Of all the big New York writers from the 1980s, Jay McInerney and Bret Easton Ellis seem to have lingered longest in the cultural memory. However, there were plenty of other hyped novelists taking their seat at the table at the Odeon, and Tama Janowitz was one of them. Her book Slaves of New York, a collection of short stories/vignettes about life in the city, was as big of a deal as Less Than Zero and Bright Lights, Big City, and, like those books, made it to the big screen with limited success. Unlike the other two films, Slaves is worth finding; it’s a movie about the downtown arts scene in the ‘80s that’s also a Merchant-Ivory production starring Bernadette Peters. Unless you see it for yourself (available on Amazon Instant and Netflix Delayed), you’ll think I’m lying.

I loved Slaves of New York when I first read it as a teen. It was funny, had enough sex and drugs to seem like reading it was getting away from something, and Andy Warhol himself gave a blurb on the backcover with the insightful, “Great! Sizzling! Wow!” Now that four million years have passed, however, I wonder how the book stood up to Andy’s praise, or if it had become as dated as almost everything else I enjoyed when I was in middle school. Time is especially cruel to zeitgeist-y books, and when said book is about New York, a city that seems to grow a completely new skin every seven years, the chances of irrelevancy shoot up dramatically.

If Slaves of New York does seem a little faded, it’s not because it’s become dated but because it’s become timeless; unlike McInerney and Ellis, Janowitz was more witty than edgy. Since she never aimed to be shocking, the issue isn’t that the writing is no longer shocking--just that it is no longer culturally insightful. Her observations about the city’s real estate market, narcissistic artist class, and terrifying social scene were fresh then, but now seem like cute takes on what is generally accepted knowledge.

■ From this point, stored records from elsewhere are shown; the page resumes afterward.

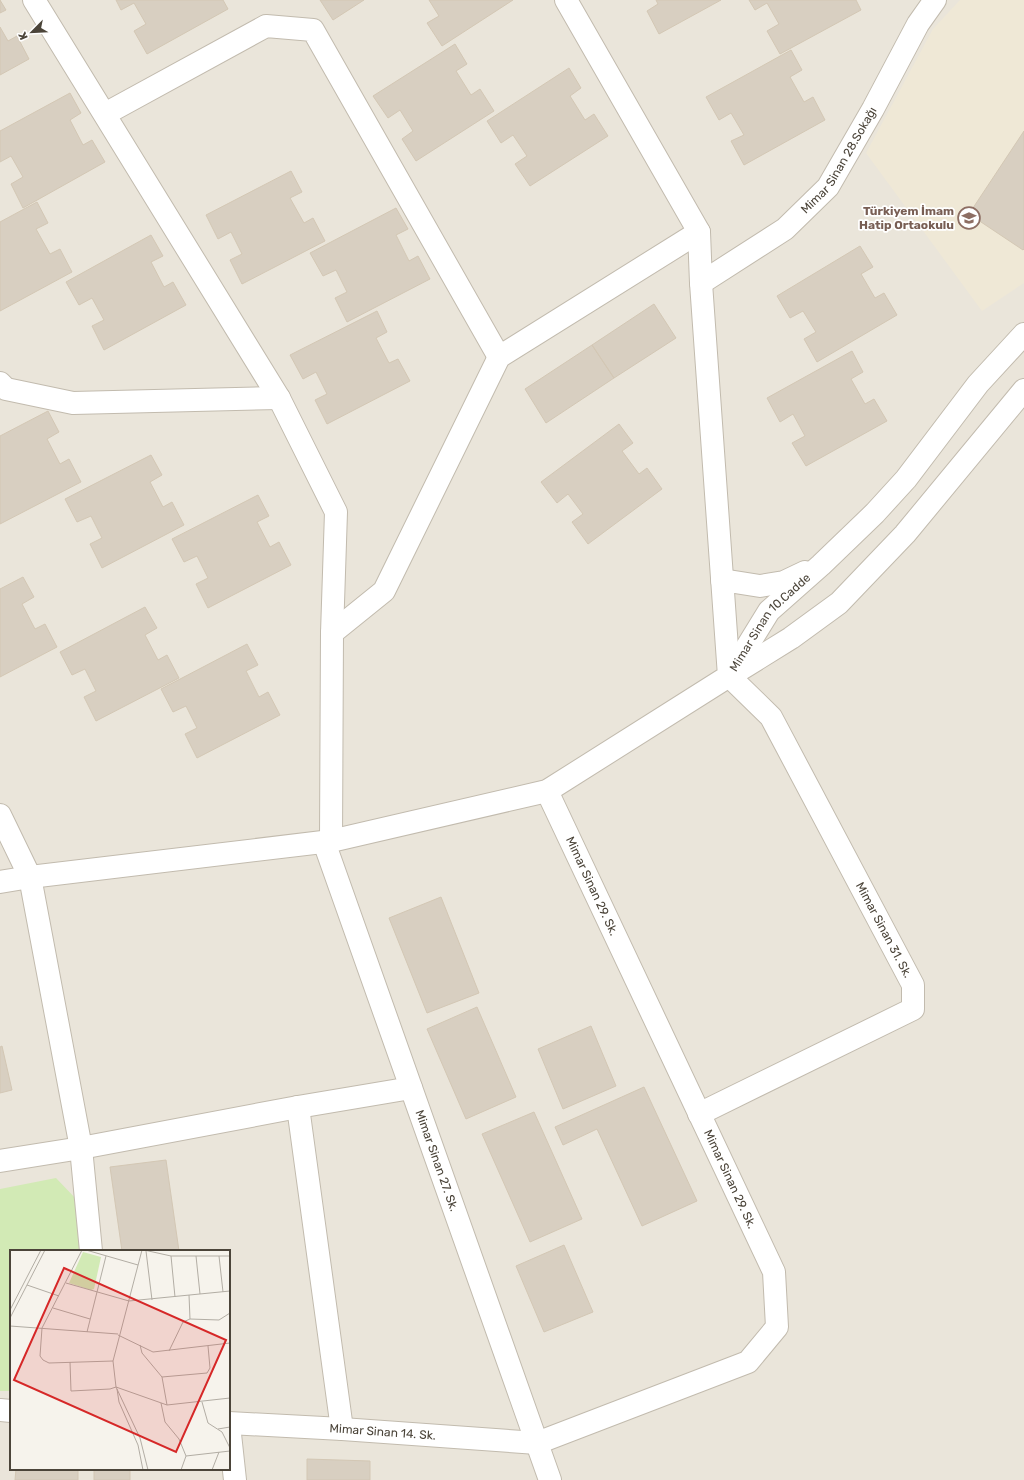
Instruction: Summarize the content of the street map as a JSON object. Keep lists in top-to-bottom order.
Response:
{
  "streets": {
    "street": [
      "Mimar Sinan 28.Sokağı",
      "Mimar Sinan 10.Cadde",
      "Mimar Sinan 29. Sk.",
      "Mimar Sinan 31. Sk.",
      "Mimar Sinan 27. Sk.",
      "Mimar Sinan 14. Sk."
    ]
  },
  "crossings": [
    ["Mimar Sinan 10.Cadde", "Mimar Sinan 31. Sk."],
    ["Mimar Sinan 29. Sk.", "Mimar Sinan 31. Sk."],
    ["Mimar Sinan 29. Sk.", "Mimar Sinan 27. Sk."],
    ["Mimar Sinan 29. Sk.", "Mimar Sinan 14. Sk."],
    ["Mimar Sinan 27. Sk.", "Mimar Sinan 14. Sk."]
  ],
  "places": {
    "school or university": ["Türkiyem İmam Hatip Ortaokulu"]
  },
  "north": "bottom left"
}
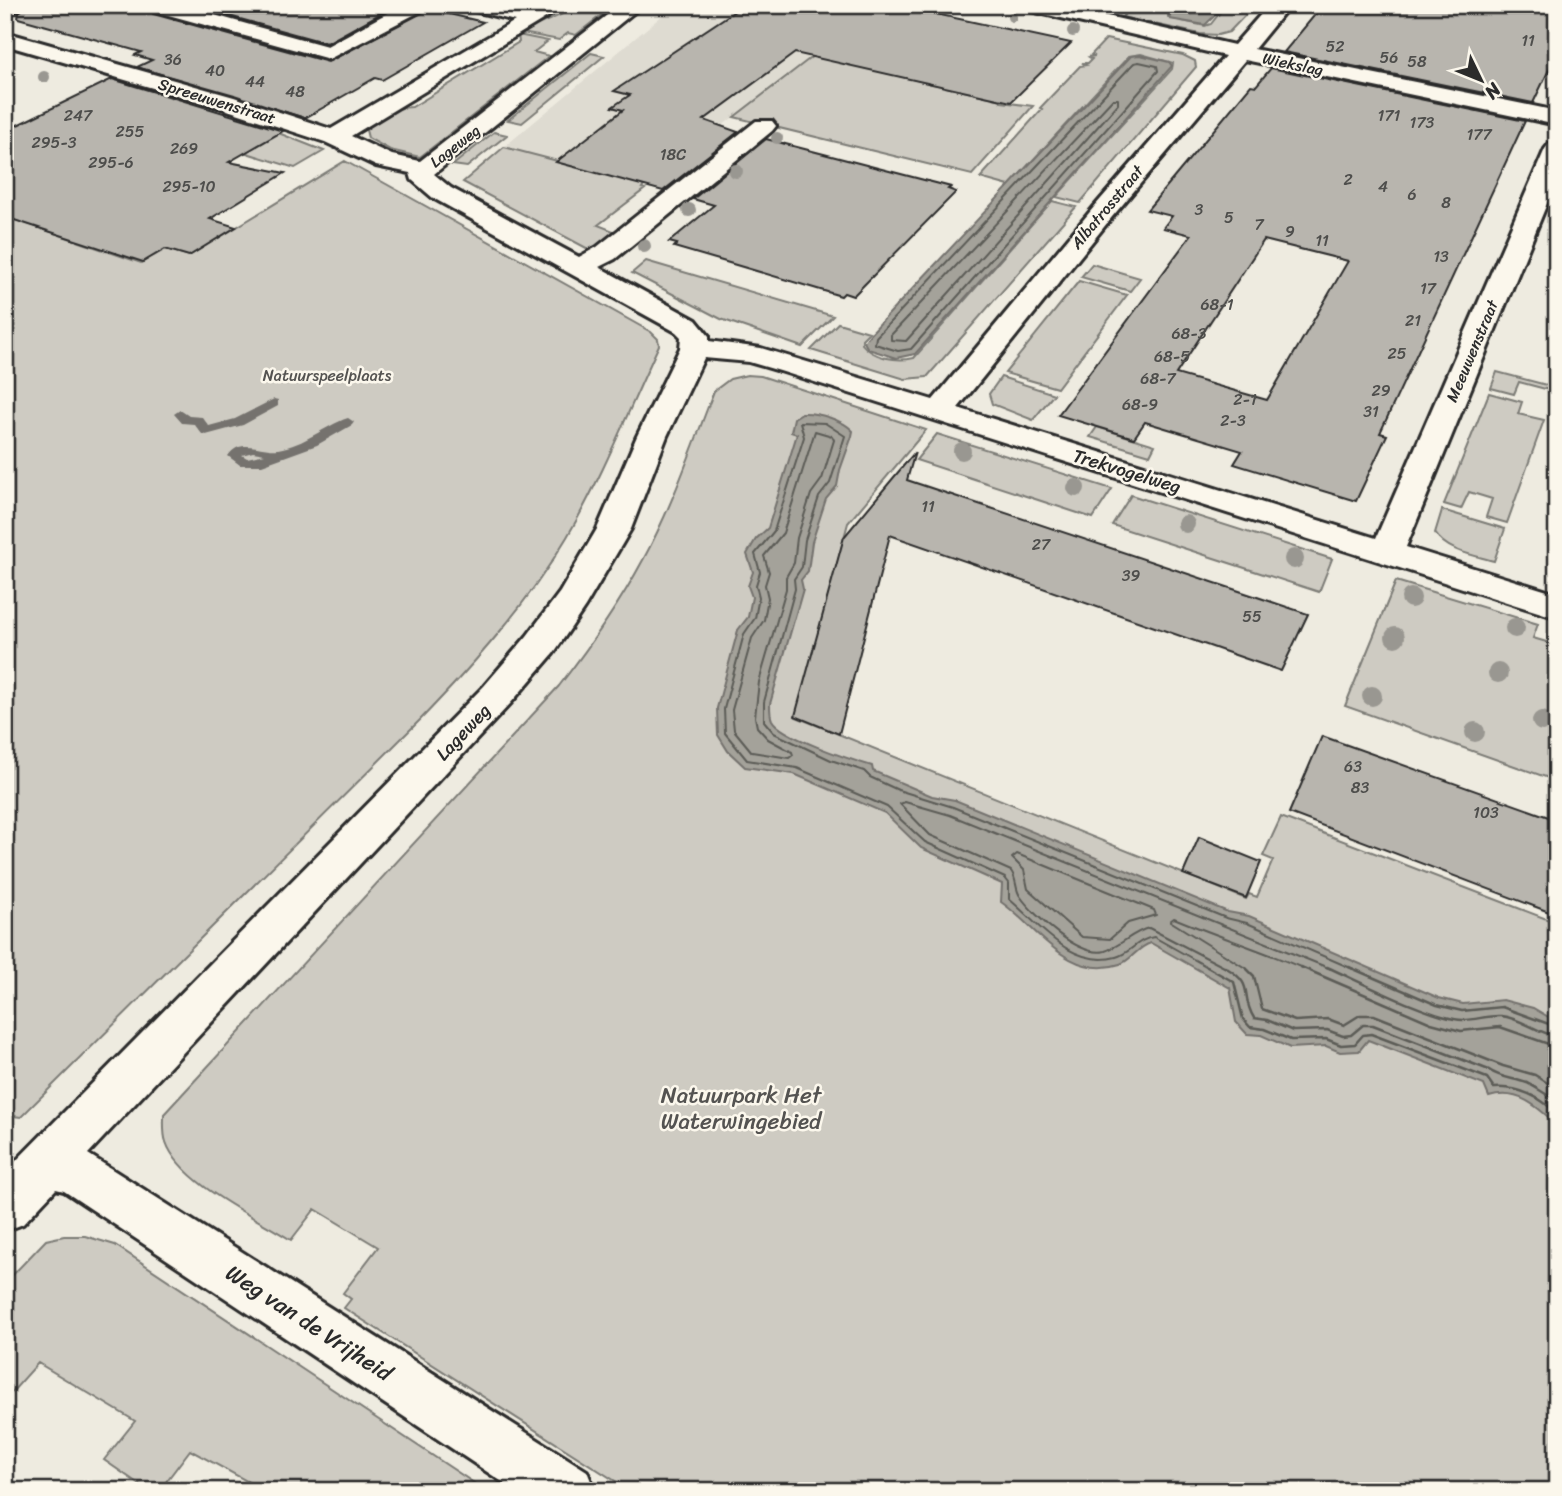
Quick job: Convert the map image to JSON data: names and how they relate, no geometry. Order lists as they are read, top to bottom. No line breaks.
{"streets":{"street":["Wiekslag","Spreeuwenstraat","Lageweg","Albatrosstraat","Meeuwenstraat","Trekvogelweg","Weg van de Vrijheid"]},"crossings":[["Wiekslag","Albatrosstraat"],["Spreeuwenstraat","Lageweg"],["Lageweg","Trekvogelweg"],["Lageweg","Weg van de Vrijheid"],["Albatrosstraat","Trekvogelweg"],["Meeuwenstraat","Trekvogelweg"]],"parks":["Natuurspeelplaats","Natuurpark Het Waterwingebied"],"house_numbers":["11","52","56","36","58","40","44","48","247","171","173","255","177","295-3","269","18C","295-6","2","295-10","4","6","8","3","5","7","9","11","13","17","68-1","21","68-3","25","68-5","68-7","29","2-1","68-9","31","2-3","11","27","39","55","63","83","103"],"north":"bottom right"}
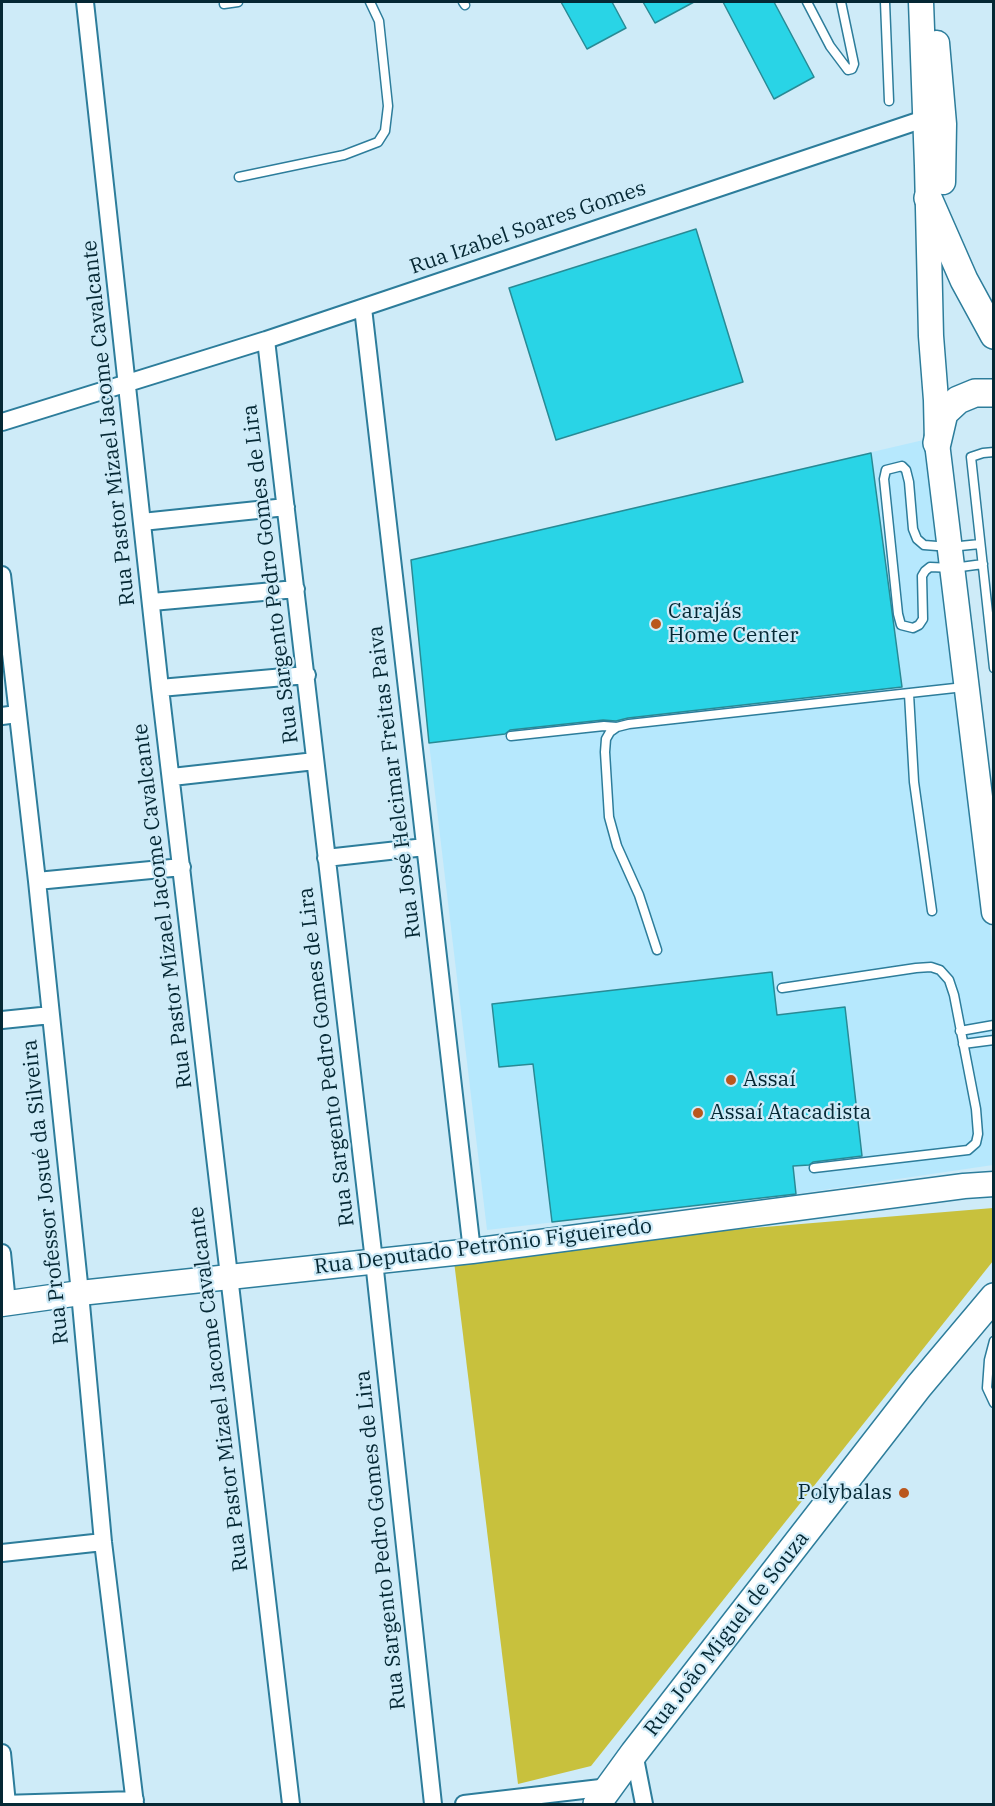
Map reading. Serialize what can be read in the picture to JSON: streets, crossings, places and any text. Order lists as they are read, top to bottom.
{
  "streets": {
    "main road": ["Rua Deputado Petrônio Figueiredo", "Rua João Miguel de Souza"],
    "street": [
      "Rua Izabel Soares Gomes",
      "Rua Pastor Mizael Jacome Cavalcante",
      "Rua Sargento Pedro Gomes de Lira",
      "Rua José Helcimar Freitas Paiva",
      "Rua Professor Josué da Silveira"
    ]
  },
  "crossings": [
    ["Rua Izabel Soares Gomes", "Rua Pastor Mizael Jacome Cavalcante"],
    ["Rua Izabel Soares Gomes", "Rua Sargento Pedro Gomes de Lira"],
    ["Rua Izabel Soares Gomes", "Rua José Helcimar Freitas Paiva"],
    ["Rua Pastor Mizael Jacome Cavalcante", "Rua Deputado Petrônio Figueiredo"],
    ["Rua Sargento Pedro Gomes de Lira", "Rua Deputado Petrônio Figueiredo"],
    ["Rua José Helcimar Freitas Paiva", "Rua Deputado Petrônio Figueiredo"],
    ["Rua Professor Josué da Silveira", "Rua Deputado Petrônio Figueiredo"]
  ],
  "places": [
    "Carajás Home Center",
    "Assaí",
    "Assaí Atacadista",
    "Polybalas"
  ]
}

The book’s most recurring character, Eleanor, tells a friend who’s thinking of moving to New York and wondering if there are “available men” that, “There’re hundreds of women. They are out on the prowl. And all the men are gay or slaves themselves,” which is to say, they’re stuck in relationships with someone who holds the leash. Sure, you’ve heard the same wisdom regurgitated a million times since then in hundreds of rom coms and maybe every episode of Sex And The City, but not from characters that are this multi-dimentional or scenarios this surreal. The book is still enjoyable, but in the way a Nora Ephron book of essays is; it’s funny and smart, but the only thing it’s near the cutting edge of is a bagel.